Well, I have been looking for real Perl bindings for the SILC Client API for quite a while. The problem is that there are none. Apparantly, nobody took it’s time to write something which would allow something like:

use Net::SILC::Client;
use Chatbot::Eliza;

my $bot = new Chatbot::Eliza( );

sub on_channel_message {
    my ($self, $channel, $nick, $message) = @_;

    if ($message =~ $self->nickname) {
        my $answer = $bot->transform($message);

        $self->channel_message($channel,
                               $nick . ': '  . $answer );
    }
}

my $silc = Net::SILC::Client->new (channels => [ 'silc' ],
                                   nickname => 'NSC');

$silc->set_callback('channel_message', \&on_channel_message);

$silc->connect;

A few days ago, I stumbled over SILC.pm a Sourceforge Project which attempted to create a Perl wrapper for the SILC API. They hadn’t released any code and as the project was founded in 2002 I contacted the authors and asked if they had already done some work, because I started believing that I would have to do this myself. They where really friendly and they had code, but only wrapping some of SILCs Math functions and not really what I needed. So I started writing from scratch.

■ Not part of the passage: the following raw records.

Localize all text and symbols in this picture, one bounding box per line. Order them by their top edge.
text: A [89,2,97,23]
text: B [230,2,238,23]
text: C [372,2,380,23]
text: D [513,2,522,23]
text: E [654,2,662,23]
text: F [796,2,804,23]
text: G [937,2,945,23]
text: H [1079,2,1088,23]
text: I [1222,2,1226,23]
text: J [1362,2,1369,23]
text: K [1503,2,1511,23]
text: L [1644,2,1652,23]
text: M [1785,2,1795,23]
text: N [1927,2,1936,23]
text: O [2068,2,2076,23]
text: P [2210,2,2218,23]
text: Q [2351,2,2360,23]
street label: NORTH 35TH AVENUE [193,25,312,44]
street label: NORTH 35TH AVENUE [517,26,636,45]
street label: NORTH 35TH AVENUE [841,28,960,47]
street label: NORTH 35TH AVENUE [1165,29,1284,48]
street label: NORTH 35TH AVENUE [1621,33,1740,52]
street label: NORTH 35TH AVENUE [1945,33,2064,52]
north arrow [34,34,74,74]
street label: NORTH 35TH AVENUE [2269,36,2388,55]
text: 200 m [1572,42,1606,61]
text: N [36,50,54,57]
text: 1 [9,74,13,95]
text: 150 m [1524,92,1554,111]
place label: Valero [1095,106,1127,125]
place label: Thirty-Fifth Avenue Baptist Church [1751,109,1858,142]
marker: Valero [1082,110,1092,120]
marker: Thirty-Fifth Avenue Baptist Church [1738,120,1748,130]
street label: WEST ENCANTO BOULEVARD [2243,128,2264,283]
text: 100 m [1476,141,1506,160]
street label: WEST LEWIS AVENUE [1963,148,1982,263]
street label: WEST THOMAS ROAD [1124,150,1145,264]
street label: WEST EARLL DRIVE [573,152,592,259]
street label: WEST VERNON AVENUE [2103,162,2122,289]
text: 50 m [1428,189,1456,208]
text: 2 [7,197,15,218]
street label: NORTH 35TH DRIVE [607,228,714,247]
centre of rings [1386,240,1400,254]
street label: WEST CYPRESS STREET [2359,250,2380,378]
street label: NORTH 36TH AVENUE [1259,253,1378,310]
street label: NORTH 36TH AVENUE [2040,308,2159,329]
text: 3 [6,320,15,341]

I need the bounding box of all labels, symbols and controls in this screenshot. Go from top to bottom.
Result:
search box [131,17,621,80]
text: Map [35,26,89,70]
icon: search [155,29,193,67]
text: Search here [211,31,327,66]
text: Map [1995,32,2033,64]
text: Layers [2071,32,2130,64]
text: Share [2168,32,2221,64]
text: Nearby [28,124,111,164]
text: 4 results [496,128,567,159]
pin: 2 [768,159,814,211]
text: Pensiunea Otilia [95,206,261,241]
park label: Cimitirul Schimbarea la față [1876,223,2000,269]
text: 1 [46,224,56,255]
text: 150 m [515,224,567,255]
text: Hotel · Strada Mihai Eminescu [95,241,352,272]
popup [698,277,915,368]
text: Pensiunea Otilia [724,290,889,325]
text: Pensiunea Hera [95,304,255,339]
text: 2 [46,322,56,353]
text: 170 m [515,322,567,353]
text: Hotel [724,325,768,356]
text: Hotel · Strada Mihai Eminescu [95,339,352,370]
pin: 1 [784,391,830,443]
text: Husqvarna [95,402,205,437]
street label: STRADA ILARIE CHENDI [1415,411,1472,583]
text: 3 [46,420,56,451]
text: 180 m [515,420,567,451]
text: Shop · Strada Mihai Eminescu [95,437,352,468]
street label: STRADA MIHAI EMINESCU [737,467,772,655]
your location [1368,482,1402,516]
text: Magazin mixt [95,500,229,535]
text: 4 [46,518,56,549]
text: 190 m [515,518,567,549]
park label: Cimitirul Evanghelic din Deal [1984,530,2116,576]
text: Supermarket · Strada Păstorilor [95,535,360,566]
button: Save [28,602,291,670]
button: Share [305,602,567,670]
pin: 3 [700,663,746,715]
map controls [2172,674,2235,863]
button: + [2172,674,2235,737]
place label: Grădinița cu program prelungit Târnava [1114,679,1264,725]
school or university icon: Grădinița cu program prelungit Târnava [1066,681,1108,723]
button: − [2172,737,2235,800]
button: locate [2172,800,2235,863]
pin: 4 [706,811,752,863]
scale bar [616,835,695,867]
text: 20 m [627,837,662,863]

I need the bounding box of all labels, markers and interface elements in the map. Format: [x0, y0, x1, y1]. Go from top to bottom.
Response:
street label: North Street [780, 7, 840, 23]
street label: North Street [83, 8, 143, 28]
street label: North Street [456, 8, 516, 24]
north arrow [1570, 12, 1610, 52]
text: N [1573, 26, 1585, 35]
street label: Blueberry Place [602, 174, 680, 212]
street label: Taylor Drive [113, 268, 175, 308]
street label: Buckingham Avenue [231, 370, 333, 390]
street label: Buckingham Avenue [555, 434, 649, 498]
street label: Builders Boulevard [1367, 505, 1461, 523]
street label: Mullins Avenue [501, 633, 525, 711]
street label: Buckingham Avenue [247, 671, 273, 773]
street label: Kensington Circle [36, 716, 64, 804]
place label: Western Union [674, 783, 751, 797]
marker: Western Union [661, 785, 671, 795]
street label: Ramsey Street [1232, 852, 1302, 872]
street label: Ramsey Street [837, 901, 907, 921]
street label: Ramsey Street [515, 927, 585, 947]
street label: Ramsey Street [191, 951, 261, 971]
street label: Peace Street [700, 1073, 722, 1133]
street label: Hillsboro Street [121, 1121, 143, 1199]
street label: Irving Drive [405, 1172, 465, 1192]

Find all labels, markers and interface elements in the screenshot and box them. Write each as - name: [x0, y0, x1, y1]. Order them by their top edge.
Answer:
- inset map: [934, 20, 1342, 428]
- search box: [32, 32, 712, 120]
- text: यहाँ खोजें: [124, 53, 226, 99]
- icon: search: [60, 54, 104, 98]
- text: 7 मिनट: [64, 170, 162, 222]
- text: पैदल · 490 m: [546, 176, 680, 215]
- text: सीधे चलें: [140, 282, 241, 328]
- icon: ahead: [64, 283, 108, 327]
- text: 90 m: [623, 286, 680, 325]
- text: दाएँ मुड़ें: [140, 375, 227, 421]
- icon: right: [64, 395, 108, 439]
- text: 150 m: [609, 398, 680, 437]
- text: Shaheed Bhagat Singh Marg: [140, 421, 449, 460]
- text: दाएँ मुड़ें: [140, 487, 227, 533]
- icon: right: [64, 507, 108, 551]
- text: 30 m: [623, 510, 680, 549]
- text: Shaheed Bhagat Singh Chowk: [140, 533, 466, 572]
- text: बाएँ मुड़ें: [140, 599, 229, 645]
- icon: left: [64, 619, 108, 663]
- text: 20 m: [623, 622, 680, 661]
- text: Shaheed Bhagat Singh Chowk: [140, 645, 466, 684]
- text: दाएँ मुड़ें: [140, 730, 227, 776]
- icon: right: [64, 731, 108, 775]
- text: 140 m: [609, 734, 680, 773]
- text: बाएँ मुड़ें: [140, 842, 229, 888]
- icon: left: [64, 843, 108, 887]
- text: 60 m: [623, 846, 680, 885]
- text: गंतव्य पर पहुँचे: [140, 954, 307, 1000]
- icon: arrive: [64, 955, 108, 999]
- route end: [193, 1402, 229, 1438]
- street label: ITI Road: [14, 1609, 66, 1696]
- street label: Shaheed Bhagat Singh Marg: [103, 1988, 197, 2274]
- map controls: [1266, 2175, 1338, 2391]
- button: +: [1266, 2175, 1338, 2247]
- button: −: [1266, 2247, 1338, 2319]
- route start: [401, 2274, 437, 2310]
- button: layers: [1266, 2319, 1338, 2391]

As of today, you can run the above example and it does what it has to, plus there are a couple of other events that you can handle directly from Perl. As this is my first Perl/C/PerlXS Module I believe that it is leaking memory like hell as well as there are a couple of other problems (vanishing scalars between two function calls is one of them). But it supports all important events (you can set callbacks as this whole system is event driven), lets you issue commands and send private and channel messages. What I need to do to make it a possible frontend for Megasus is that I need an other Event System (for things like fetching RSS feeds) and some other minor fixes, but the major part is done. The Event System is a little bit tricky, as I tried to use Event.pm and running the SILC Main Loop with it which crashed horibly and I’m still not really good in debugging this stuff. And of course, it is lacking documentation (there are two examples which show the main methods as well as some information about the events, but this is not really good). It’s still far away from something I’d release to the CPAN, but If you want to have a look, it’s all in the CVS on Sourceforge.